### [Exercise]
Using the material that follows, say how many lines contain the string "without". Answer with a number only.
§ §
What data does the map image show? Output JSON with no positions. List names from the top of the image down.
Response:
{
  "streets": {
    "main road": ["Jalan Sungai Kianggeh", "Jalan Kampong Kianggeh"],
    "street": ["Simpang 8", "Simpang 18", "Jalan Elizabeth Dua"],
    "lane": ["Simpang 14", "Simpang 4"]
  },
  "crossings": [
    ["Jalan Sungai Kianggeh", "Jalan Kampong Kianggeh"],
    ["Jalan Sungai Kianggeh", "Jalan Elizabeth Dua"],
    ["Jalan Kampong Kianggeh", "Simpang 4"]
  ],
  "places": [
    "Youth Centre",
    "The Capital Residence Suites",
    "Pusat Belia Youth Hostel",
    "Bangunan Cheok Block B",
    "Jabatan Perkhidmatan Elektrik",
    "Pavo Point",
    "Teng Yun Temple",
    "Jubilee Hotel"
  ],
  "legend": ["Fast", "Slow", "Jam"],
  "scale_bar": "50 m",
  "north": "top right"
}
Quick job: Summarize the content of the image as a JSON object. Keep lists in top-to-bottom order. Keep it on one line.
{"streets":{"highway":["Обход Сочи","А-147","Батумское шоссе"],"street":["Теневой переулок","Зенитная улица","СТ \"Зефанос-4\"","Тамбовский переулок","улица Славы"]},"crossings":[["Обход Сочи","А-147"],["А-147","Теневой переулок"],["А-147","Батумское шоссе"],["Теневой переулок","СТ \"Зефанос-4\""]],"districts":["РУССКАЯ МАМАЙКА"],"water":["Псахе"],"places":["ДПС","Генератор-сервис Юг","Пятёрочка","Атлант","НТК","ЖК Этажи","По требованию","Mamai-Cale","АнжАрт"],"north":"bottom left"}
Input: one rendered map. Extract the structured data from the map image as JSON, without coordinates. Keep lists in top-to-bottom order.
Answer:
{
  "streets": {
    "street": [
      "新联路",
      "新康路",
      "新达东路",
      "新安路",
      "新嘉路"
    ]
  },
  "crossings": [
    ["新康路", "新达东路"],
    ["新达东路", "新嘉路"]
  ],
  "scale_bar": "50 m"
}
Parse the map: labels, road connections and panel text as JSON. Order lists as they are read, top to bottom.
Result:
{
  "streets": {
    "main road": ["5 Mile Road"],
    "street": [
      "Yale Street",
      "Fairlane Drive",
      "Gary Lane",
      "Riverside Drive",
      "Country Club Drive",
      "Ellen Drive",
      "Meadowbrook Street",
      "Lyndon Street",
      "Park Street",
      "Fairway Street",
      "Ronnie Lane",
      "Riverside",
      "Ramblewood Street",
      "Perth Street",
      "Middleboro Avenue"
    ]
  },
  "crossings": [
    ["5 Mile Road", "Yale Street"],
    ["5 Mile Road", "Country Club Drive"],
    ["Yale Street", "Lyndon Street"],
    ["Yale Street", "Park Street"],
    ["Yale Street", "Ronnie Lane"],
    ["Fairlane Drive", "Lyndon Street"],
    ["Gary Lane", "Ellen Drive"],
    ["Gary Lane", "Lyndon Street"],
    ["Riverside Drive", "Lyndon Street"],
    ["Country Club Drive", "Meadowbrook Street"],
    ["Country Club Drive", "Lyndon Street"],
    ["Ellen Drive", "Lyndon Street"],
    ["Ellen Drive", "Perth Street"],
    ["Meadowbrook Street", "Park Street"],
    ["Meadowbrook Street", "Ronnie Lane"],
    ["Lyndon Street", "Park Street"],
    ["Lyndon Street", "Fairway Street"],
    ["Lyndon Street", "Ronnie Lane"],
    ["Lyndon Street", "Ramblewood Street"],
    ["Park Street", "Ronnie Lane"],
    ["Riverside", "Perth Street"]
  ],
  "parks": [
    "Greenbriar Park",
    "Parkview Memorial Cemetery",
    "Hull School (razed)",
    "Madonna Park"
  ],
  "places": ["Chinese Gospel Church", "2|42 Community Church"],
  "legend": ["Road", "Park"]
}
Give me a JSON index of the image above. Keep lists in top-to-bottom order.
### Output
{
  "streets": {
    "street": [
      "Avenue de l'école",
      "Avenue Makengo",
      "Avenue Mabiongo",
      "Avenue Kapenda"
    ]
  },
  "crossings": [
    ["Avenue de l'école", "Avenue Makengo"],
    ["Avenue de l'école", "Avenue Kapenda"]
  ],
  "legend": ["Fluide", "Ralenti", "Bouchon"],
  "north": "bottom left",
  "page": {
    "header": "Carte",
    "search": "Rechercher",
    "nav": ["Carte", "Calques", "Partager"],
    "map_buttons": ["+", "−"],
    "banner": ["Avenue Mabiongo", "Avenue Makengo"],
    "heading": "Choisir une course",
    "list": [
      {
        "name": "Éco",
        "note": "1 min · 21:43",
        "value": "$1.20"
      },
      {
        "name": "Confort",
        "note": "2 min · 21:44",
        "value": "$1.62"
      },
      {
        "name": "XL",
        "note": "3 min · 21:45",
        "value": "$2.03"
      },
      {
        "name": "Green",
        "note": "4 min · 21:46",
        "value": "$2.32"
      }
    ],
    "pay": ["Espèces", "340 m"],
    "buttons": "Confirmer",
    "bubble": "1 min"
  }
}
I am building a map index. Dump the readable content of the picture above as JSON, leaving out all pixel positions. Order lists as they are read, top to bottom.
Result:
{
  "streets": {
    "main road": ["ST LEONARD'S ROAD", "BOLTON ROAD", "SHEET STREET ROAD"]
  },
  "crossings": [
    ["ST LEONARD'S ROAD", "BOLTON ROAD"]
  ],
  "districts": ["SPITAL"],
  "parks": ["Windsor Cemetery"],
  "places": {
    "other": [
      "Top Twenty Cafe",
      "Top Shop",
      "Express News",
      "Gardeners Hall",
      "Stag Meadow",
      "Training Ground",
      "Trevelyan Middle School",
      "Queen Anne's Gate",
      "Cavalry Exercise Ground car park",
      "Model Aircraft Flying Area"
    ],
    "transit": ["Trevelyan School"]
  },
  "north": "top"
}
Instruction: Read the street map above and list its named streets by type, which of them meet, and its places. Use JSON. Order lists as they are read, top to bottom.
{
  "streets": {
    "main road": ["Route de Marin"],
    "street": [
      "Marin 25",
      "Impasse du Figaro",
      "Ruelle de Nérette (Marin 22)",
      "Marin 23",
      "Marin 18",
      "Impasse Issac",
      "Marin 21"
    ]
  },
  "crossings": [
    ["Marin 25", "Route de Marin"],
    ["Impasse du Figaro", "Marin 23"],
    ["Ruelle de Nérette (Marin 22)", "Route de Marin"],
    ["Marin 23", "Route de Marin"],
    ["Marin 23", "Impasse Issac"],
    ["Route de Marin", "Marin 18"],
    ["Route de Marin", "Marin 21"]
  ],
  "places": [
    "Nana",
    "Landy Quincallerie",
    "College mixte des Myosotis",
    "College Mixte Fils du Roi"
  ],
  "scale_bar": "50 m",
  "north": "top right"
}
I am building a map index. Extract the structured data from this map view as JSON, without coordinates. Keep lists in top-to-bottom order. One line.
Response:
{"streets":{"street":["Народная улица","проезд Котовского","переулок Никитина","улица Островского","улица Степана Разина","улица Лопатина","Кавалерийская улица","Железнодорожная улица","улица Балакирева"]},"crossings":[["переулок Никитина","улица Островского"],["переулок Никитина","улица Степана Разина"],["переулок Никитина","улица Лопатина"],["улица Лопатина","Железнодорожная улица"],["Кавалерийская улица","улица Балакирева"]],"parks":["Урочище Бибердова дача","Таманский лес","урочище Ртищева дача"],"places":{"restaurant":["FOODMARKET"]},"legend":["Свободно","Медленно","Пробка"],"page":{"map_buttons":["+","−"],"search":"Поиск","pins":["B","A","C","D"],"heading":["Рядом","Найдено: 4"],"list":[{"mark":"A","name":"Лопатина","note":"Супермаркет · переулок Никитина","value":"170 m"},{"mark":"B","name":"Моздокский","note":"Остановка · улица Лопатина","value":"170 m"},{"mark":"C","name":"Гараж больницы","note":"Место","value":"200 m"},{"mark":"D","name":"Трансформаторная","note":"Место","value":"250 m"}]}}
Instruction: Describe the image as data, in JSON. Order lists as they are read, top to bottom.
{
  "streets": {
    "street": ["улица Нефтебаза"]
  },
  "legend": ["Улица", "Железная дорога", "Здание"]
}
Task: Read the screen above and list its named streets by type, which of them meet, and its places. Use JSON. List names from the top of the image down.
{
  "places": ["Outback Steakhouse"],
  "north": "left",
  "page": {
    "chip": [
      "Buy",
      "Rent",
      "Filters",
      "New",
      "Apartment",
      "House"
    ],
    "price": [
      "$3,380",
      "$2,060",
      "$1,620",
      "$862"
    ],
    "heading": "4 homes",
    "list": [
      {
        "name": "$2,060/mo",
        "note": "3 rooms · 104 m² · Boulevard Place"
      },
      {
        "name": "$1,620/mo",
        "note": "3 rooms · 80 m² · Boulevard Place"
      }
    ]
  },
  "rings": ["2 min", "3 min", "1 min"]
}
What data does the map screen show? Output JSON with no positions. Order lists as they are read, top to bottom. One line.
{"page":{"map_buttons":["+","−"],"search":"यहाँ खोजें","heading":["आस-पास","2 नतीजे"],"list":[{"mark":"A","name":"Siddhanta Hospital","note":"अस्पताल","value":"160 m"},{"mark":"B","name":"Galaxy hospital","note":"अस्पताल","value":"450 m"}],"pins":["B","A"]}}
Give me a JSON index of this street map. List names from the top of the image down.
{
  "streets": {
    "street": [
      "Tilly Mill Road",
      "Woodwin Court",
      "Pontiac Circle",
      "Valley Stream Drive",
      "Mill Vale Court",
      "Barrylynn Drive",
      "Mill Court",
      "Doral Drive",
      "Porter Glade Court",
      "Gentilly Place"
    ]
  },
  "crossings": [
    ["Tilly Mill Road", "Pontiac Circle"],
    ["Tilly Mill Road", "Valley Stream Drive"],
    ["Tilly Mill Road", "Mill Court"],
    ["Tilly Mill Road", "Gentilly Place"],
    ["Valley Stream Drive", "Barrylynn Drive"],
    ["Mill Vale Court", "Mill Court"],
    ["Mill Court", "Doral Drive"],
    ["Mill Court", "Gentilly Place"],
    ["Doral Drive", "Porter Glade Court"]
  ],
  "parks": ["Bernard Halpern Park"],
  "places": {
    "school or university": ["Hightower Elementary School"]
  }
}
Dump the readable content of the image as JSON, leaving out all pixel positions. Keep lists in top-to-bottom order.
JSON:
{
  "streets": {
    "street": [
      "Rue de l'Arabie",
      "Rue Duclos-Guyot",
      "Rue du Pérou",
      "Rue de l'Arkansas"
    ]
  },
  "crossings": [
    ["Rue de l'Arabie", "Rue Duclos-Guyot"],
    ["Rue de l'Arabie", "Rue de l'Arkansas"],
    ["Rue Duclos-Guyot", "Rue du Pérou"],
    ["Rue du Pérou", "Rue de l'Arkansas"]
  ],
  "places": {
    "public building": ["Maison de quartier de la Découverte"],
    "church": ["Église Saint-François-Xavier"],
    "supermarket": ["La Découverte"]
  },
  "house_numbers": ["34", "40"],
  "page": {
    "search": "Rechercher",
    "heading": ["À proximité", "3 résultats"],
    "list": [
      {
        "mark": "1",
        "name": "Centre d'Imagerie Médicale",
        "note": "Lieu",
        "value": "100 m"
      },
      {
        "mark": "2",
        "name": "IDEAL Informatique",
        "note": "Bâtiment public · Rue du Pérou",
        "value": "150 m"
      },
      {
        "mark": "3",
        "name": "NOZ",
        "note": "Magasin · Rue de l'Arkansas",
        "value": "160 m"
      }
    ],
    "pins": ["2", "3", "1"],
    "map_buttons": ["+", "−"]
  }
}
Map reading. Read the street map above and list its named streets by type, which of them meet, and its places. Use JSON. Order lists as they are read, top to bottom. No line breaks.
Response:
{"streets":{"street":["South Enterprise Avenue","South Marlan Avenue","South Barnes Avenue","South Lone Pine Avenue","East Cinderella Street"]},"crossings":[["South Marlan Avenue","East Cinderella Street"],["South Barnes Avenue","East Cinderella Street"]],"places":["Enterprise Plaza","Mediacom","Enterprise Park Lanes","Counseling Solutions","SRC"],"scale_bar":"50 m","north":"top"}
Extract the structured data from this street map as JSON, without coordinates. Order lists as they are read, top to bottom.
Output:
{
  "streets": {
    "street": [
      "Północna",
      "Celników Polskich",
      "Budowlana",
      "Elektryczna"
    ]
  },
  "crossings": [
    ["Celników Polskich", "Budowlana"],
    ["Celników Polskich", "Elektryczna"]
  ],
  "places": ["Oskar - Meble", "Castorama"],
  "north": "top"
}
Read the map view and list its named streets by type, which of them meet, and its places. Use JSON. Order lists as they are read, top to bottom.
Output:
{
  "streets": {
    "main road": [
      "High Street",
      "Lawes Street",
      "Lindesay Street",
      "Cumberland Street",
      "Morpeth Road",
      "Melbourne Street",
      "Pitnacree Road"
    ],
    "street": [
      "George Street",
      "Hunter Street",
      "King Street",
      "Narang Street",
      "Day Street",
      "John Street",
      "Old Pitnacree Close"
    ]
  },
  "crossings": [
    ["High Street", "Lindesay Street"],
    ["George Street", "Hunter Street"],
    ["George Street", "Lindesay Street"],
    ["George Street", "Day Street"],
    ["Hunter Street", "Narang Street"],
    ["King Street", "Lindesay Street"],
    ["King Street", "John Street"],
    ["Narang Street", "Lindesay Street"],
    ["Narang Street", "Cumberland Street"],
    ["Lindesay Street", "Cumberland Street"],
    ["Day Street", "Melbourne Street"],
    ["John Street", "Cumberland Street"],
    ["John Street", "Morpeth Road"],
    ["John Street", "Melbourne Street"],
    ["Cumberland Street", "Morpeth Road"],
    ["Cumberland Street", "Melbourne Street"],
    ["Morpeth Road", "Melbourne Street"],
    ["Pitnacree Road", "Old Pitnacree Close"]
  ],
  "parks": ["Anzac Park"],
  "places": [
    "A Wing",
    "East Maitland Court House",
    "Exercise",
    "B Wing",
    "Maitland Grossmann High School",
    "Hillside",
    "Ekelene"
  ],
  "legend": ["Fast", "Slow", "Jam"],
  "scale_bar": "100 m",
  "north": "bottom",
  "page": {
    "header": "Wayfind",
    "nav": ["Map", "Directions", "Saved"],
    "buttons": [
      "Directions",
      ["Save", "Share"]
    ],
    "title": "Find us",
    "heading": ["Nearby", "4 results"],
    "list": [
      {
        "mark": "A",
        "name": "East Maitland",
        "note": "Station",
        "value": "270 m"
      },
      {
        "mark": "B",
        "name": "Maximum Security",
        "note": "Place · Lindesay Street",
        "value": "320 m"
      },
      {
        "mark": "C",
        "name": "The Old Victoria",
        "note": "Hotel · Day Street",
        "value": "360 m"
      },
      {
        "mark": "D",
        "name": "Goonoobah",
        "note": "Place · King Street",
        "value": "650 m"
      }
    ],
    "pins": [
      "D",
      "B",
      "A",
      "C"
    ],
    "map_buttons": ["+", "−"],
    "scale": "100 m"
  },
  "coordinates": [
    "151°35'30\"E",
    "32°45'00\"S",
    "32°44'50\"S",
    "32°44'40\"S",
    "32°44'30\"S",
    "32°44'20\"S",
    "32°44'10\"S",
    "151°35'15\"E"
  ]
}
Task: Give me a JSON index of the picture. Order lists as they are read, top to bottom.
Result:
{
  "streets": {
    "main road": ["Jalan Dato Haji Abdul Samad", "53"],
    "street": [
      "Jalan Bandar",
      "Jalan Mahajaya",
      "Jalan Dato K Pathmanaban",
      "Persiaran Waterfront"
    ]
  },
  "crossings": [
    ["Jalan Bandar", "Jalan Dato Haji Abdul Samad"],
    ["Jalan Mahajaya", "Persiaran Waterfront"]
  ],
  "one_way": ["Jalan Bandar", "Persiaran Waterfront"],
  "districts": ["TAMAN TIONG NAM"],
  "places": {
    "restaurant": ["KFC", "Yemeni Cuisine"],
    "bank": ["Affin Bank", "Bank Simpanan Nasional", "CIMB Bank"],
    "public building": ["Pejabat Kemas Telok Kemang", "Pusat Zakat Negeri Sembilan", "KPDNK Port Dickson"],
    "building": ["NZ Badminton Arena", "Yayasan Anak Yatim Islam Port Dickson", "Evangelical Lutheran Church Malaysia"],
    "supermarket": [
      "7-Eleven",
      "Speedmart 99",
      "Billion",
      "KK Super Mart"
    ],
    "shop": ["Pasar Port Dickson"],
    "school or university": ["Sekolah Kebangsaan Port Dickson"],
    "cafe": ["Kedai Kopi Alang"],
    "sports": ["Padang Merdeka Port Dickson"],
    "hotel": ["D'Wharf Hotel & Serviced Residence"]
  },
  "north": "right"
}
§ §
### [Solution]
3